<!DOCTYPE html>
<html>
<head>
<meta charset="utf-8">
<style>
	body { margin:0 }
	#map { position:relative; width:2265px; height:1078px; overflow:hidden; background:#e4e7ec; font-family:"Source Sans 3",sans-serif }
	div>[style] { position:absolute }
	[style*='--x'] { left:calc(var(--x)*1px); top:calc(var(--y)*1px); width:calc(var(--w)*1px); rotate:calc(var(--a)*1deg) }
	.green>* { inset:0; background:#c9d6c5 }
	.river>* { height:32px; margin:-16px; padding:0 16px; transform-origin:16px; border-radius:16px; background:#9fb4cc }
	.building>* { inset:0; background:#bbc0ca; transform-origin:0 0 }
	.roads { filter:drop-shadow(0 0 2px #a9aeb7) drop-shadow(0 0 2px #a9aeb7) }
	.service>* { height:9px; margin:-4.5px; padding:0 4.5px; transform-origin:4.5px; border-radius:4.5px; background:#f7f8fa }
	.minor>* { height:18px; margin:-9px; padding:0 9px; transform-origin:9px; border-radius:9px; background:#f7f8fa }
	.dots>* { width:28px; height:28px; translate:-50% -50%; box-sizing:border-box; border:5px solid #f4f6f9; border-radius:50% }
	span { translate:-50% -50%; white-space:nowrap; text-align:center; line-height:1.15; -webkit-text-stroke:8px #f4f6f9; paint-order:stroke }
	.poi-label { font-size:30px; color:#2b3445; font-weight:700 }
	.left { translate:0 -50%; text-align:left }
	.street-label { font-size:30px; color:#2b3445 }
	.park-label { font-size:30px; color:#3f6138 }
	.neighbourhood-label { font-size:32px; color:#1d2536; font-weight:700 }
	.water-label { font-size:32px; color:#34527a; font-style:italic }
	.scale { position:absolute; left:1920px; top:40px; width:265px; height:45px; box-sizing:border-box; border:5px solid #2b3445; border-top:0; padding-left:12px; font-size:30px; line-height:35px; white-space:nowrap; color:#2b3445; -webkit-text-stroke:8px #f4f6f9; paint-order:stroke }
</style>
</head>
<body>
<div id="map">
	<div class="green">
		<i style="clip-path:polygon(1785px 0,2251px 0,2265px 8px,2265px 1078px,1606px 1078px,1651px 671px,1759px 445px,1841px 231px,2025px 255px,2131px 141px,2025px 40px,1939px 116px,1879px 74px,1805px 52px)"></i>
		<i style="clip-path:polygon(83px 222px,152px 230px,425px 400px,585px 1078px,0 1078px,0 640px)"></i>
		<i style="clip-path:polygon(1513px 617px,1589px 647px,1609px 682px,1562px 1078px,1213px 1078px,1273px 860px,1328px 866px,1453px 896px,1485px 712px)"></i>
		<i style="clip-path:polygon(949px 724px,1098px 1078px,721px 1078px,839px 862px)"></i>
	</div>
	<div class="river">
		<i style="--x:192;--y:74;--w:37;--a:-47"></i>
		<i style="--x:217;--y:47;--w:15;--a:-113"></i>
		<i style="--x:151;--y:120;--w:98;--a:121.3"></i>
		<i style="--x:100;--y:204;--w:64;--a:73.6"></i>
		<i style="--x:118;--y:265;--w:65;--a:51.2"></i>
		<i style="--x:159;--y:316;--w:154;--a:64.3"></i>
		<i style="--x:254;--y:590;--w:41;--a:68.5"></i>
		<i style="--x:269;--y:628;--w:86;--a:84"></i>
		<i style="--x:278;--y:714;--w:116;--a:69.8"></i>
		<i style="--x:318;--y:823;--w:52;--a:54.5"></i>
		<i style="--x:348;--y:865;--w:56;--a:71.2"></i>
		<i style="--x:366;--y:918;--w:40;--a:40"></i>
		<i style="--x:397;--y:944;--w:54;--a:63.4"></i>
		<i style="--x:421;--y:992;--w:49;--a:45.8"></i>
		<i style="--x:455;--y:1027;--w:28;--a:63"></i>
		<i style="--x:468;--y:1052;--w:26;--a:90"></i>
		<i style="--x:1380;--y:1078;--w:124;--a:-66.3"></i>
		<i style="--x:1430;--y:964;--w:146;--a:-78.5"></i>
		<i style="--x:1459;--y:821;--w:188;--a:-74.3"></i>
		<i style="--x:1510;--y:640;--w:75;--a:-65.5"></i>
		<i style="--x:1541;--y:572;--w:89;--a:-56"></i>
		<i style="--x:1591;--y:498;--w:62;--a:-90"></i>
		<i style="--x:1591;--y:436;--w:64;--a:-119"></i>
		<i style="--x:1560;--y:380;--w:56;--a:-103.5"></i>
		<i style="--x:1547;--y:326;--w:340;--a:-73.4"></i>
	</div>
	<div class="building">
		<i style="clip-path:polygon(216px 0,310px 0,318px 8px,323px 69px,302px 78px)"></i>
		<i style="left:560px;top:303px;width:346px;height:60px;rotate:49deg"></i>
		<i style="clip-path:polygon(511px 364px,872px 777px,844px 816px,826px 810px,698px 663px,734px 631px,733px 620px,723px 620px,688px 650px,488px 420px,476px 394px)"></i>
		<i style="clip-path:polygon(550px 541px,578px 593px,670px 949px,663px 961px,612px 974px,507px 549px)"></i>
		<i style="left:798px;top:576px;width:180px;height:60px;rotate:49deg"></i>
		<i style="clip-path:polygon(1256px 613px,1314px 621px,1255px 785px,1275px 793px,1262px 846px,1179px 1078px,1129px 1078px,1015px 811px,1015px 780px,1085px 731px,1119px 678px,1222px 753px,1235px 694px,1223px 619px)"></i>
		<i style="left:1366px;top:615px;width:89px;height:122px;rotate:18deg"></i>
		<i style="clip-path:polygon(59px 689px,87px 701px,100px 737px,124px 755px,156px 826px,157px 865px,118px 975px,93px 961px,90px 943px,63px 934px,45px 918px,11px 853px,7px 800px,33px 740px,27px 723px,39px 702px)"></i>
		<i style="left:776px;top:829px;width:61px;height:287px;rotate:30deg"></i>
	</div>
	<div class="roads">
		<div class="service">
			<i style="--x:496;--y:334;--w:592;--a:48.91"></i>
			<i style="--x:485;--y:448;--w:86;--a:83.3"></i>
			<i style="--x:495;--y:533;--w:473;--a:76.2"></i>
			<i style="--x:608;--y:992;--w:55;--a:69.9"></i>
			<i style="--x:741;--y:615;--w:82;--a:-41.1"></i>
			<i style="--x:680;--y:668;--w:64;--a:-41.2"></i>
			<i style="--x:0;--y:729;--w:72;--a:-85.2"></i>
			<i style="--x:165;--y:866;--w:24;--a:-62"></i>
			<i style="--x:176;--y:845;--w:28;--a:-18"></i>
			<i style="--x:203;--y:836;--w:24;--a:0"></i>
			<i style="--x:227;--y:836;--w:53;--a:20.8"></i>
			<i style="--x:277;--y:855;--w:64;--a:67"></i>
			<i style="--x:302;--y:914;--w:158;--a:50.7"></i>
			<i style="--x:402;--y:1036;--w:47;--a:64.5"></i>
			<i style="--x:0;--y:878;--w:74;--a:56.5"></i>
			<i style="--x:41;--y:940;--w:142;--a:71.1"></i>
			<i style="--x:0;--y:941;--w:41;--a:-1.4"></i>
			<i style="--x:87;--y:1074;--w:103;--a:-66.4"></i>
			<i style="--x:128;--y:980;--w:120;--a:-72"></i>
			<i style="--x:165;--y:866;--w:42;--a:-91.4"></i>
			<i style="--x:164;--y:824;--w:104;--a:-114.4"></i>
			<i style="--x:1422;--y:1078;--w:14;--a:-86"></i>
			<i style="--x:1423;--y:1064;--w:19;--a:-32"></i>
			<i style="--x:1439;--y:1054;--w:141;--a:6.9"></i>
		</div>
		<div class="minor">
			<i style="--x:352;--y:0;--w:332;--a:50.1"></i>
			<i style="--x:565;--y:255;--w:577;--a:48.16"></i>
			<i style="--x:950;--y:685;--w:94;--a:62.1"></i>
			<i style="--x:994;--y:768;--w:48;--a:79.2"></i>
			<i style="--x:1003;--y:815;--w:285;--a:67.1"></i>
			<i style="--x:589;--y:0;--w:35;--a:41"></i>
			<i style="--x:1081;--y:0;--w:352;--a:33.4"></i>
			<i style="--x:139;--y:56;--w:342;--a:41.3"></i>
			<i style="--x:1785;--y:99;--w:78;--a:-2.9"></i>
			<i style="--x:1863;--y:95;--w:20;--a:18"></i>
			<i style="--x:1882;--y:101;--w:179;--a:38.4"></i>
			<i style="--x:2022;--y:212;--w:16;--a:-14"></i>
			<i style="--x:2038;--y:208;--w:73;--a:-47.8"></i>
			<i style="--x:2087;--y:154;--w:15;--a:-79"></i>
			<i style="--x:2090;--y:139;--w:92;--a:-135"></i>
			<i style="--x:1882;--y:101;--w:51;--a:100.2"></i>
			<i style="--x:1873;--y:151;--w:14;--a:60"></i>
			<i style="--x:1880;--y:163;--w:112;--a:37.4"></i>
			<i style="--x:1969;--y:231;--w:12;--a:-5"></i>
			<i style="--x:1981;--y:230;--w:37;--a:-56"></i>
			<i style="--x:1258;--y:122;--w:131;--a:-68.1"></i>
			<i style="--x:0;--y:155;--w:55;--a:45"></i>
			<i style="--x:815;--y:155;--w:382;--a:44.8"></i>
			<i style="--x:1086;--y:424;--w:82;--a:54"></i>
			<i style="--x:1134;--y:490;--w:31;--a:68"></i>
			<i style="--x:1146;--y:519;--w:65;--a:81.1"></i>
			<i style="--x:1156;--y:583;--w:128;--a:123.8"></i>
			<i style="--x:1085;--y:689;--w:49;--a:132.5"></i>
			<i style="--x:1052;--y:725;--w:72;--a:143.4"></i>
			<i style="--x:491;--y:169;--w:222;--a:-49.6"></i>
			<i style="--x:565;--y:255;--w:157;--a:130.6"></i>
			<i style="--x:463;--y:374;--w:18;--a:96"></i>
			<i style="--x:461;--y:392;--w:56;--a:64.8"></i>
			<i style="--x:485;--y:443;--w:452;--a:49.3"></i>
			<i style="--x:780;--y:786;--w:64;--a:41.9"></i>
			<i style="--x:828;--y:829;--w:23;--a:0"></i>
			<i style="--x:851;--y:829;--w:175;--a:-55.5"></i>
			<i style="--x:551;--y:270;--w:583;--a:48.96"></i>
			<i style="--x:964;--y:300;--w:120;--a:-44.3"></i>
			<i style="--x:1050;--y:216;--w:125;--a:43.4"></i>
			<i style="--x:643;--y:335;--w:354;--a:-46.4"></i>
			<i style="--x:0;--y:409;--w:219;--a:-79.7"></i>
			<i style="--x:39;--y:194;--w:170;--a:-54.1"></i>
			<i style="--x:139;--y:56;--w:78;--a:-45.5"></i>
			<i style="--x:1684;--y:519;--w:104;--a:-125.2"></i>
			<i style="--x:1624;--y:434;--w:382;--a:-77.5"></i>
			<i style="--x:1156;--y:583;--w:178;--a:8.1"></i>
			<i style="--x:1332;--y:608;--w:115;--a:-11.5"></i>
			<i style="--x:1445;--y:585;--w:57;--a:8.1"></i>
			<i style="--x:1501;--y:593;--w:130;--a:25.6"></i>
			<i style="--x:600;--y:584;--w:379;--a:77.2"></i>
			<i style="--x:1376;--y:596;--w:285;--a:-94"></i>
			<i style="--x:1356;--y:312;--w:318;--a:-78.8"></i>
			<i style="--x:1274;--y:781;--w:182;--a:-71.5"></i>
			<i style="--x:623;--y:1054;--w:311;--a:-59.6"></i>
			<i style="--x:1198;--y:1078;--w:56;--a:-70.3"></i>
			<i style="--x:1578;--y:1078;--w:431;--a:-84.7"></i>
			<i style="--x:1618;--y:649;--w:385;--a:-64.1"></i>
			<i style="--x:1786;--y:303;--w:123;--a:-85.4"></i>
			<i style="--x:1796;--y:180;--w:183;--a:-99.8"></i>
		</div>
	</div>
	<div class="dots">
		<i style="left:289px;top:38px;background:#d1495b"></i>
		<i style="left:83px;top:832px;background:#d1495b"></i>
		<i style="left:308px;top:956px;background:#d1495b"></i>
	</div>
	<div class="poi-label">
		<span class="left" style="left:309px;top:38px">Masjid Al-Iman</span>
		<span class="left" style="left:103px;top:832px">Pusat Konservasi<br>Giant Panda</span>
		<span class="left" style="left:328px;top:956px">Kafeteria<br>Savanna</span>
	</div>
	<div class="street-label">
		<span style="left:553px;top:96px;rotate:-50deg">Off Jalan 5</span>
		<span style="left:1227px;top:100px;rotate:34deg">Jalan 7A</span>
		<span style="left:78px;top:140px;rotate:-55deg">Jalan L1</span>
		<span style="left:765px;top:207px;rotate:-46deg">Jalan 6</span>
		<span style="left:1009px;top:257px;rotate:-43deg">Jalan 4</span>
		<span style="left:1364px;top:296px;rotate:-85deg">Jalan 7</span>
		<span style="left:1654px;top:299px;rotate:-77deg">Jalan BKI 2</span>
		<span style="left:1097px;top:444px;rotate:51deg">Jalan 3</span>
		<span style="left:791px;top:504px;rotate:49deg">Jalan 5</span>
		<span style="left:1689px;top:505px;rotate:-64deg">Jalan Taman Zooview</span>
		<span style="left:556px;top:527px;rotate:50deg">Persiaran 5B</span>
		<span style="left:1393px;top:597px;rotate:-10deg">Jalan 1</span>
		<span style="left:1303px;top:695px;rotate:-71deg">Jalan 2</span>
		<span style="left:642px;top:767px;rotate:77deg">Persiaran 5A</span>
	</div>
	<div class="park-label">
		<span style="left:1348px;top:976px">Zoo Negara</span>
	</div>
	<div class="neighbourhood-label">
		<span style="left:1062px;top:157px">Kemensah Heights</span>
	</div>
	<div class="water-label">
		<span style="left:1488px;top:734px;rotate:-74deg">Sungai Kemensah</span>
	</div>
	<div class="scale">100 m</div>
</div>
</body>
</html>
= = = = = = =
* What to do *
Search the data above for "service" and copy every line where it turns up.

* Solution to this task *
	.service>* { height:9px; margin:-4.5px; padding:0 4.5px; transform-origin:4.5px; border-radius:4.5px; background:#f7f8fa }
		<div class="service">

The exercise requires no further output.